Along those lines, we’re big believers in taste as a differentiator. At a minimum, it’s currently hard to get consistent ‘taste’ out of LLMs without investing in significant infrastructure around the model to enforce consistency across time and items. Especially for infrequent activities, like picking investments (financial, R&D, etc), we think that AI can provide useful inputs, but taste born of experience is difficult to replicate or replace.

Finally, there’s relationships. We’ve brought up the question of trust before, but we continue to believe that the human element of many jobs is under valued. The jobs report may suggest that ~90-95% of computer and math jobs are subject to automation, but we’d argue far more than 10% of the job for many technical leaders is figuring out how to (A) negotiate across stakeholders to agree on a set of technical requirements that are feasible within the constraints of a project and (B) cause those stakeholders to trust that the selected requirements are appropriate and will be delivered on time. Is this outweighed by the number of jobs in which the supermajority of task time is writing test cases and other activities that can be more easily automated? Potentially, but there’s also plenty of room for the scope of communication jobs to increase. What technical user hasn’t dealt with token limits, and what happens if we have to start thinking about whether the cost of those 6 Claude Code instances was well allocated?

Beyond local communication, we think AI may drive an increase in the value of content and community. When everyone’s inboxes are full of automated AI outreach, we’ll need different channels for connection and communication. This is part of our blog motivation, but also opportunity for others. Trust and reputation are likely to keep mattering, and the more you can figure out an authentic way to cultivate it, the more we think you increase your value in a post-AI world.
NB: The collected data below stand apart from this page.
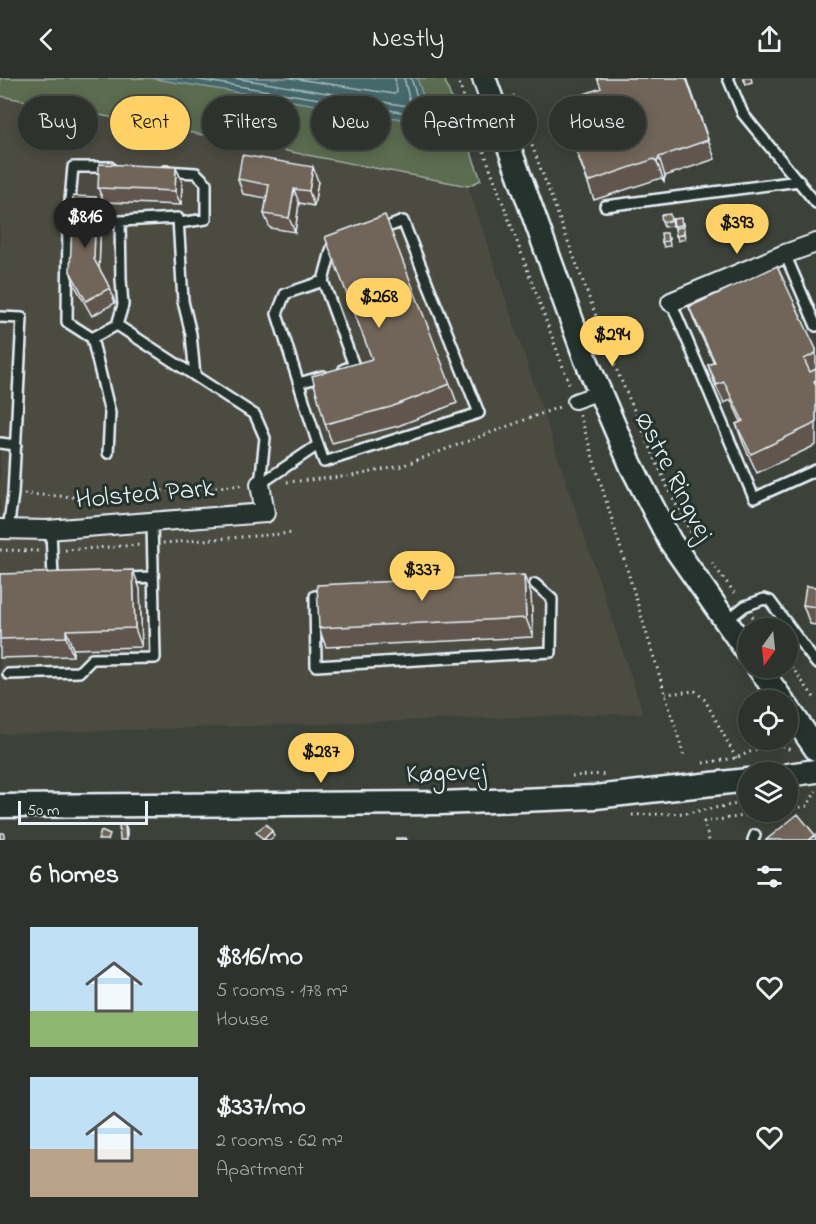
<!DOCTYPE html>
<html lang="en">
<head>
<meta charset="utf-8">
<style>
	body { margin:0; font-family:"Indie Flower",sans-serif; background:#353a34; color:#f1f3f6; height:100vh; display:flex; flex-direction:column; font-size:22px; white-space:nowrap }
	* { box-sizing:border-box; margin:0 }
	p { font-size:20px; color:#a7aaa9 }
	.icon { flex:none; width:33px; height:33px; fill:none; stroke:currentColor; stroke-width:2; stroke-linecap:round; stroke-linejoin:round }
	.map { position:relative; height:762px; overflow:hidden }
	.drawer { display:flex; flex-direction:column; background:#2d322c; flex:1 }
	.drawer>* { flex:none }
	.guide { position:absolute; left:18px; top:18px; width:780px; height:54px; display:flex; gap:12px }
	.needle { width:39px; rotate:195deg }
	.fabs { position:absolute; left:738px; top:540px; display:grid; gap:12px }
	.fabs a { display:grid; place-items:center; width:60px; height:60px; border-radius:50%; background:#2d322c; box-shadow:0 3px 15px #0003,0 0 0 2px #484d48; font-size:30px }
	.scale { position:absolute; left:18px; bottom:15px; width:130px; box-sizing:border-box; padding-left:6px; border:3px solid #e8f1f8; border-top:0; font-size:16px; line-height:21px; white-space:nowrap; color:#e8f1f8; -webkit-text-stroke:4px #26332d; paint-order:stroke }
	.price { position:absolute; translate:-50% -51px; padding:0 14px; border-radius:21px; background:#ffd166; color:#111; font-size:20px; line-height:39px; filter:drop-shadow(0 2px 3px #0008) }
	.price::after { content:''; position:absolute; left:50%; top:36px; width:18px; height:14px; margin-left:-9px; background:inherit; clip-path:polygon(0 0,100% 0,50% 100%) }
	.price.active { background:#222; color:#fff }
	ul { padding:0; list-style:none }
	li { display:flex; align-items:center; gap:18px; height:150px; padding:0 30px }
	li span { display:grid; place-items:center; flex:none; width:168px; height:120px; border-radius:0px; color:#555 }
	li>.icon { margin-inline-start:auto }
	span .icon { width:72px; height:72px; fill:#fffc; stroke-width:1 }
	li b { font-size:26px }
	h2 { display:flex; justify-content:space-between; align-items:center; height:72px; padding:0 30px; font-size:26px }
	.pill { padding:0 21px; border-radius:27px; background:#2d322c; box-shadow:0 3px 15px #0003,0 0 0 2px #484d48; font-size:21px; line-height:54px }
	.pill.active { background:#ffd166; color:#111 }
	header { display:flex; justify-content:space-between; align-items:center; height:78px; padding:0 30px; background:#2d322c; font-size:27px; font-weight:600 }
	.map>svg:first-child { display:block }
</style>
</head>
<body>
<header><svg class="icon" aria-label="back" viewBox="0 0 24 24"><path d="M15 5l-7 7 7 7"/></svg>Nestly<svg class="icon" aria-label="share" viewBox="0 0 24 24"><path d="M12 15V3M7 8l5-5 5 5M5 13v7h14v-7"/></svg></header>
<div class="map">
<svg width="816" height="762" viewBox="0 0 816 762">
	<rect width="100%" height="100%" fill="#3c423a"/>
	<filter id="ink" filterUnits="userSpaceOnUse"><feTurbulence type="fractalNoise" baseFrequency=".0167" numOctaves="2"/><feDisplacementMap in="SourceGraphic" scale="12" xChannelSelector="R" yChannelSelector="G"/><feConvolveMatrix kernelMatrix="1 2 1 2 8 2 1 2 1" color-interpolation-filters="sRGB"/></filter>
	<g filter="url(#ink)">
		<path fill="#4c4c43" d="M0 18 468 108 643 635 0 656Z"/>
		<path fill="#5c6c4f" stroke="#a2aea4" stroke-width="1.5" d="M0 0H444L481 102 468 108 0 18Z"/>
		<path fill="#44676a" stroke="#869ea3" stroke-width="1.5" d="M149 0H417L429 36 415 43Z"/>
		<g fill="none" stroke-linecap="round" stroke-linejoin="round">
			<path stroke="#a6babf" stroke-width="1.5" d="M187 0 414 36 421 31 411 0
				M234 0 408 28 410 24 404 0
				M291 0 394 16 397 14 395 0"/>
			<g stroke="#e8f1f8" stroke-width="14">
				<path id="service" d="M728 0 743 36 816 125
					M165 93 196 95 206 105V141L179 145
					M605 128 799 103
					M785 176 816 248
					M323 203 332 169 336 167
					M671 224 754 420 816 392
					M0 239 22 240 13 416 8 452
					M117 247 123 227 121 201 120 143 178 140 183 223 191 256 195 298
					M92 260 67 244 68 145 73 89H110
					M299 305 323 298
					M0 365 16 367
					M318 367 324 384 479 335 403 143 380 152
					M108 375 110 335 92 260 117 247 255 337 265 360 260 406
					M260 406 318 367 277 236 285 216 323 203 354 288 344 291
					M51 452 53 501H59
					M126 500 153 499
					M315 518 316 588 551 574 552 521 535 506
					M726 543 745 528 764 521 770 523 816 585
					M8 596 79 594 92 581 155 580 152 444
					M753 762 755 757"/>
			</g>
			<g stroke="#e8f1f8" stroke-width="18">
				<path id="pedestrian" d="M575 323 600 314"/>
			</g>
			<g stroke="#e8f1f8" stroke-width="22">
				<path id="minor" d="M671 224 785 176 816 165
					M0 451 47 452 265 435 260 406"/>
			</g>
			<g stroke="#e8f1f8" stroke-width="27">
				<path id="tertiary" d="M484 0 586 282 631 387 670 463 748 575
					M759 590 782 622
					M788 630 816 671
					M788 697 816 693
					M0 728 440 725 595 719 748 702"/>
			</g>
			<path stroke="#e8f1f8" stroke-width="3" stroke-dasharray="1.5 4.5" stroke-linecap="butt" d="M457 0 570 308
				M513 17 614 286 670 415
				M580 337 684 678
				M287 404 352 398 401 388 562 328
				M24 416 75 419 245 407
				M673 421 694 460
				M163 465 294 455
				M0 472 40 473
				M65 472 139 467
				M712 485 737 518
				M752 538 762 550
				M788 584 816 622
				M665 616 695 613 705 622 736 680
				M703 685 736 680 773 664 793 673
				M572 698 604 696
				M788 731 807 728 816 713
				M632 737 687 735 748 724
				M709 762 704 744 771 734"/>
			<use href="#service" stroke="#26332d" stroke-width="9"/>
			<use href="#pedestrian" stroke="#26332d" stroke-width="14"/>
			<use href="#minor" stroke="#26332d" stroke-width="18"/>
			<use href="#tertiary" stroke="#26332d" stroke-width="22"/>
		</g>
		<path fill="#60574d" stroke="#e8f1f8" stroke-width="1.5" d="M687 0 715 81 665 98 664 103 661 100 594 122 559 25Z
			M743 0H751L752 4 746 6Z
			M176 89 182 104 181 127 104 124 98 110Z
			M238 101 318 103 314 128 299 125 295 154 270 150 264 136 267 120 243 116Z
			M101 133 99 190 110 210 115 225 92 238 75 208 70 193Z
			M672 141 673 148 664 149 662 144Z
			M673 141 683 145 685 161 678 163Z
			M669 160 670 168 664 169 662 164Z
			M689 229 816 271V367L757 395 743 365 736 346 741 344 731 322 724 325 715 306 708 287 714 285 696 247Z
			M450 306 457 325 398 348 332 365 325 346Z
			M0 496 140 511 142 569 73 571V578L0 580Z
			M816 509V547L810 546 803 527Z
			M531 516 533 559 326 569 319 550Z"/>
		<path fill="#4e473e" stroke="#e8f1f8" stroke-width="1.5" d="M659 79 665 98 664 103 657 84Z
			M176 89 182 104 181 127 175 113Z
			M313 89 318 103 314 128 309 113Z
			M294 111 299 125 295 154 289 140Z
			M96 119 101 133 99 195 94 181Z
			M133 492 140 511 142 569 135 550Z
			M524 497 531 516 533 559 526 540Z
			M66 552 73 571V578L66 559Z
			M125 747 127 752V762H126Z
			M272 753 274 758 270 762H263Z
			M815 757 816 762H809Z"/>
		<path fill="#706559" stroke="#e8f1f8" stroke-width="1.5" d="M597 0H686L708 62 659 79 657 84 654 81 588 104 559 25 601 10Z
			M242 77 313 89 309 113 294 111 289 140 264 136 269 107 238 101Z
			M99 86 176 89 175 113 98 110Z
			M73 118 96 119 94 181 110 210 86 223 70 193Z
			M670 136 671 143 662 144 661 137Z
			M385 137 450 306 391 329 325 346 312 298 372 281 325 159Z
			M681 140 682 147 674 148 673 141Z
			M683 149 684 156 676 158 675 150Z
			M661 155H667L668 163 662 164Z
			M777 188 816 271V275L804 281 810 294 816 291V302L814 303 816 308V345L751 376 736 346 743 343 724 304 717 307 708 287 715 284 689 229Z
			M133 492 135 550 66 552V559L0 561V496Z
			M524 497 526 540 319 550 317 507Z
			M806 508 816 509V529L803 527Z
			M798 736 815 757 809 762H766Z
			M266 746 272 753 263 762 256 754Z
			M119 747H125L126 762H120Z
			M101 753 110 757 108 762H98Z
			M0 755H4V760L0 761Z
			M396 760H406L407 762H396Z"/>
	</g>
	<g text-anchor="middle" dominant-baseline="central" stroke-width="6" stroke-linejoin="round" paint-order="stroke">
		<g font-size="27" fill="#e8f1f8" stroke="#26332d">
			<text transform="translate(673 399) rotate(63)">Østre Ringvej</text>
			<text transform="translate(145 417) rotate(-5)">Holsted Park</text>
			<text transform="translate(446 696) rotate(-2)">Køgevej</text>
		</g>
	</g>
</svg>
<div class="fabs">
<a><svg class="needle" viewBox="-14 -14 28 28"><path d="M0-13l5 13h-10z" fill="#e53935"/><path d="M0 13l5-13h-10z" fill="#a7aaa9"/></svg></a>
<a><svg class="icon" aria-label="locate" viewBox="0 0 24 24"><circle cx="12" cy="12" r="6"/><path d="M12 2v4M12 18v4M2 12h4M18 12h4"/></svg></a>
<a><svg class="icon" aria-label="layers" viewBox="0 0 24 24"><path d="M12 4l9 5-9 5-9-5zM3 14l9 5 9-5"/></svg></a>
</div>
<div class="scale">50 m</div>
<b class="price active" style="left:85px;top:171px">$816</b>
<b class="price" style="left:737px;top:177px">$393</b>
<b class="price" style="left:379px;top:251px">$268</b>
<b class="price" style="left:612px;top:289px">$294</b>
<b class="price" style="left:422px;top:524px">$337</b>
<b class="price" style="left:321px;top:706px">$287</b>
<div class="guide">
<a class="pill">Buy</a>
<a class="pill active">Rent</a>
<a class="pill">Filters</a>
<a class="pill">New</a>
<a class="pill">Apartment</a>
<a class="pill">House</a>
</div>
</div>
<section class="drawer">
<h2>6 homes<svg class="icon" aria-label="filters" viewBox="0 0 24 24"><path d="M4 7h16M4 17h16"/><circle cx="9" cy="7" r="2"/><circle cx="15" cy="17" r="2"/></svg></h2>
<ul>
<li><span style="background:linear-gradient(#bfe0f5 70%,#8fb573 0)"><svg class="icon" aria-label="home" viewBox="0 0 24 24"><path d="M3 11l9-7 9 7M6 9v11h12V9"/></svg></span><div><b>$816/mo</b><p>5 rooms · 178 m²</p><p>House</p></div><svg class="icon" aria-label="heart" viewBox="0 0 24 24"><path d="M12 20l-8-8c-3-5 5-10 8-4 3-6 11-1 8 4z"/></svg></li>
<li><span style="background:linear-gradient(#bfe0f5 60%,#b9a48a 0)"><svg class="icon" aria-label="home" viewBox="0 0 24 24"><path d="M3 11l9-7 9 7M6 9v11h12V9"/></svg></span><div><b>$337/mo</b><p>2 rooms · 62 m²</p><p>Apartment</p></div><svg class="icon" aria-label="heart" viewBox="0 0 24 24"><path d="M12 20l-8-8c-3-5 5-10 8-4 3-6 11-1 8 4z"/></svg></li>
</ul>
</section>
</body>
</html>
If you’re building something in this space, feel free to reach out to jpark@forgepointcap.com and kshih@forgepointcap.com.

This blog is also published on Margin of Safety, Jimmy and Kathryn’s Substack, as they research the practical sides of security + AI so you don’t have to.
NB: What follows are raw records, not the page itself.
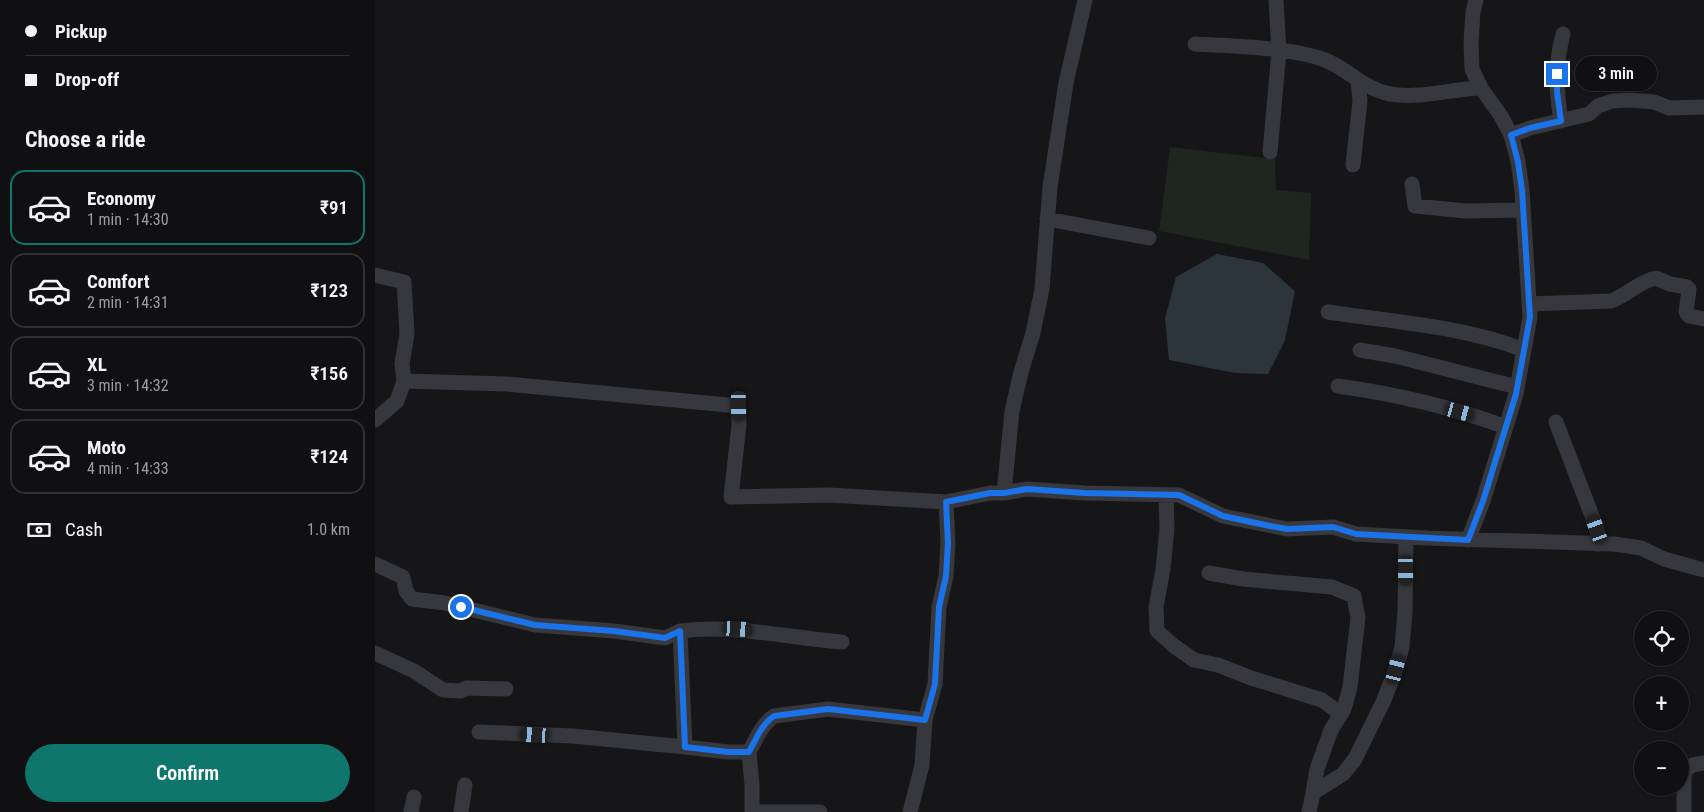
<!DOCTYPE html>
<meta charset="utf-8">
<style>
:root{--surface:#101012;--page:#1e1e20;--text:#f1f3f6;--muted:#9c9d9f;--line:#303032;--accent:#0f766e}
body{margin:0;font-family:"Roboto Condensed",sans-serif;background:var(--page);color:var(--text);height:100vh;display:flex;flex-direction:column;font-size:19px;white-space:nowrap}
*{box-sizing:border-box;margin:0}
p{font-size:16px;color:var(--muted)}
.icon{flex:none;width:28px;height:28px;fill:none;stroke:currentColor;stroke-width:2;stroke-linecap:round;stroke-linejoin:round}
.map{position:relative;flex:1;overflow:hidden}
.sheet{display:flex;flex-direction:column;background:var(--surface);width:375px}
.sheet>*{flex:none}
.banner{display:grid;align-content:center;height:110px;padding:0 25px;background:var(--surface)}
.fabs{position:absolute;left:1259px;top:611px;display:grid;gap:10px}
.fabs a{display:grid;place-items:center;width:55px;height:55px;border-radius:50%;background:var(--surface);box-shadow:0 1px 4px #0004,0 0 0 1px var(--line);font-size:25px}
.end{position:absolute;width:22px;height:22px;margin:-11px;border:6px solid #1a73e8;background:#fff;box-shadow:0 0 0 2px #fff}
.from{border-radius:50%}
.bubble{position:absolute;height:35px;border-radius:18px;background:var(--surface);box-shadow:0 1px 4px #0004,0 0 0 1px var(--line);font-size:16px;font-weight:600;line-height:35px;text-align:center}
.car{position:absolute;width:15px;height:30px;margin:-15px -8px;border-radius:6px;box-shadow:0 0 4px 1px #0007;background:linear-gradient(#222 24%,#8ab4d8 0 40%,#222 0 76%,#8ab4d8 0 86%,#222 0)}
.banner b{display:flex;align-items:center;gap:18px;height:48px;font-size:19px}
.banner b+b{border-top:1px solid var(--line)}
.banner i{width:12px;height:12px;background:var(--text)}
ul{padding:0;list-style:none}
li{display:flex;align-items:center;gap:15px;height:75px;margin:0 10px 8px;padding:0 15px;border:2px solid var(--line);border-radius:15px}
li div{flex:1}
li b{display:block;font-size:19px}
li em{font-style:normal;font-weight:600}
li.current{border-color:var(--accent)}
li>.icon{width:45px;height:45px;stroke-width:1.5}
h2{padding:0 25px;font-size:22px;line-height:60px}
.pay{display:flex;align-items:center;gap:12px;height:55px;padding:0 25px;font-size:19px}
.pay p{margin-inline-start:auto}
.button{display:flex;gap:10px;margin-top:auto;padding:10px 25px}
.button a{flex:1;height:58px;border-radius:30px;background:var(--accent);color:#fff;font-size:20px;font-weight:600;line-height:58px;text-align:center}
main{display:flex;flex:1;min-height:0}
.map>svg:first-child{display:block}
.green{fill:#1e261f}
.water{fill:#2c353c}
.lines{fill:none;stroke-linecap:round;stroke-linejoin:round}
.street{stroke:#37383d;stroke-width:15}
.route{stroke:#1a73e8;stroke-width:6}
</style>
<main>
<section class="sheet">
<div class="banner">
<b><i class="from"></i>Pickup</b>
<b><i></i>Drop-off</b>
</div>
<h2>Choose a ride</h2>
<ul>
<li class="current"><svg class="icon" aria-label="car" viewBox="0 0 24 24"><path d="M5 17H2v-5l4-1 3-4h7l3 4 3 1v5h-3M9 17h6M6 11h13"/><circle cx="7" cy="17" r="2"/><circle cx="17" cy="17" r="2"/></svg><div><b>Economy</b><p>1 min · 14:30</p></div><em>₹91</em></li>
<li><svg class="icon" aria-label="car" viewBox="0 0 24 24"><path d="M5 17H2v-5l4-1 3-4h7l3 4 3 1v5h-3M9 17h6M6 11h13"/><circle cx="7" cy="17" r="2"/><circle cx="17" cy="17" r="2"/></svg><div><b>Comfort</b><p>2 min · 14:31</p></div><em>₹123</em></li>
<li><svg class="icon" aria-label="car" viewBox="0 0 24 24"><path d="M5 17H2v-5l4-1 3-4h7l3 4 3 1v5h-3M9 17h6M6 11h13"/><circle cx="7" cy="17" r="2"/><circle cx="17" cy="17" r="2"/></svg><div><b>XL</b><p>3 min · 14:32</p></div><em>₹156</em></li>
<li><svg class="icon" aria-label="car" viewBox="0 0 24 24"><path d="M5 17H2v-5l4-1 3-4h7l3 4 3 1v5h-3M9 17h6M6 11h13"/><circle cx="7" cy="17" r="2"/><circle cx="17" cy="17" r="2"/></svg><div><b>Moto</b><p>4 min · 14:33</p></div><em>₹124</em></li>
</ul>
<div class="pay"><svg class="icon" aria-label="cash" viewBox="0 0 24 24"><path d="M3 7h18v10H3z"/><circle cx="12" cy="12" r="2"/></svg>Cash<p>1.0 km</p></div>
<div class="button"><a>Confirm</a></div>
</section>
<div class="map">
<svg width="1329" height="812" viewBox="0 0 1329 812">
<rect width="100%" height="100%" fill="#161618"/>
<!-- green -->
<path class="green" d="M795 147 900 159 901 190 936 193 934 260 784 231Z"/>
<!-- water -->
<path class="water" d="M842 254 888 263 920 291 910 340 893 374 860 373 794 360 790 318 801 277Z"/>
<g class="lines">
<!-- street -->
<path class="street" d="M820 44C859 46 904 47 941 57 969 64 987 89 1015 94 1045 99 1076 89 1106 88
M1186 121C1181 91 1180 64 1188 34
M1136 135 1155 128 1214 114 1223 106 1237 101 1255 100 1279 102 1294 108 1329 107
M895 152 904 51 901 0
M978 165 985 101 983 81
M1037 184 1040 206 1090 211 1148 210
M672 219 774 238
M0 275 29 282 32 334 27 364 29 381 132 384 363 406 364 425 356 497 455 495 571 502 573 543 571 576 564 607 560 684 550 720 547 765 535 812
M1154 304 1236 301C1252 295 1265 281 1281 278L1295 284 1312 287 1314 289 1311 312 1314 316 1329 319
M953 312C1018 322 1088 326 1149 350
M985 350 1020 356 1142 387
M963 386C1020 394 1077 407 1131 427
M0 420 22 401 29 381
M1181 422 1222 529 1223 544
M629 493 637 411 646 372 658 333 667 289 675 187 691 83 710 0
M791 496 792 528 788 569 781 607 782 631 799 646 819 660 843 665 876 678 947 700 966 714
M571 502 615 493H629L652 489 710 493 804 495 848 516 912 529 958 527 981 534 1052 538 1239 544 1266 548 1289 559 1329 570
M1093 540 1108 501 1141 394 1155 317 1147 190 1143 161 1136 135 1126 116 1106 88 1097 69 1096 43 1098 12 1101 0
M0 564 28 577 31 591 37 599 70 603 160 625 239 631 290 638 305 631 310 747 353 752H374L377 785V812H445
M834 573 868 579 957 587 979 596 983 618 975 687 969 709 956 730 942 769 938 793
M305 631C360 624 413 638 467 642
M0 653 39 671 68 690 85 691 92 688 131 689
M104 732 198 736 310 747
M374 752C381 739 387 724 399 716L453 709 550 720
M36 812 39 797
M86 812 90 785
M934 812 938 793 968 774 980 759 1008 702 1021 669 1027 647 1030 612 1031 537
M1309 812V777L1311 769 1318 765 1329 763"/>
</g>
<g class="lines">
<!-- route -->
<path class="route" d="M86 607 160 625 239 631 290 638 305 631 310 747 353 752H374C381 739 387 724 399 716L453 709 550 720 560 684 564 607 571 576 573 543 571 502 615 493H629L652 489 710 493 804 495 848 516 895 526 912 529 958 527 981 534 1093 540 1108 501 1141 394 1155 317 1147 190 1143 162 1136 135 1155 128 1186 121 1182 92V74"/>
</g>
</svg>
<div class="fabs">
<a><svg class="icon" aria-label="locate" viewBox="0 0 24 24"><circle cx="12" cy="12" r="6"/><path d="M12 2v4M12 18v4M2 12h4M18 12h4"/></svg></a>
<a>+</a>
<a>−</a>
</div>
<i class="end from" style="left:86px;top:607px"></i>
<i class="end" style="left:1182px;top:74px"></i>
<div class="bubble" style="left:1200px;top:56px;width:82px">3 min</div>
<i class="car" style="left:364px;top:406px;rotate:179deg"></i>
<i class="car" style="left:1085px;top:412px;rotate:105deg"></i>
<i class="car" style="left:1222px;top:529px;rotate:340deg"></i>
<i class="car" style="left:1031px;top:570px;rotate:179deg"></i>
<i class="car" style="left:363px;top:629px;rotate:93deg"></i>
<i class="car" style="left:1021px;top:669px;rotate:14deg"></i>
<i class="car" style="left:160px;top:735px;rotate:273deg"></i>
</div>
</main>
[1] Yes, I have read their math appendix [here]. It’s citing this paper, also by Anthropic researchers, to justify its assumption about underlying task timing. However, when you read the cited paper, it basically uses Claude to assume the task time.

As a sanity check, I just asked Claude Sonnet 4.6 how long it should take an adult to write a grocery list, write a 1200 word industry blog (hello!), or book a flight. It cited 5-15 minutes, 3-6 hours, and 5-20 minutes. But when I asked for color, it provided task breakdowns that didn’t add up to the listed range! For grocery lists, its breakdowns add up to 5-30 minutes, for the blog 2.75 – 5.5 hours (ok, pretty close), and for the flight 5-40 minutes for simple itineraries or 45-100 minutes for complex ones. The variability on these timings, especially for the flight booking case, leaves me with some questions around estimate quality. I would argue that the more Anthropic is going to rely on these estimates as part of an ongoing line of inquiry, the more they should publish the raw data for folks to review.

To its credit, the paper in which these estimates are first performed does some sanity checks against the O*NET data, but the O*NET data is quite coarse and itself lacks useful timing benchmarks. And the sanity checks basically say the data is roughly aligned, which doesn’t mean much for the amount of error that could then be creeping into downstream analysis like industry level task time-weighting.

[2] In this case, playing with it is extra valuable because it can be hard to derive what Gen AI is good at from first principles, especially as quiet investments in things like tools for math or private datasets for structured reasoning continue.

[3] The biggest gotchas: it rolled its own distinctly non-random random number generator (why?) and incorrectly assumed that some financial math necessarily converges after a fixed number of iterations!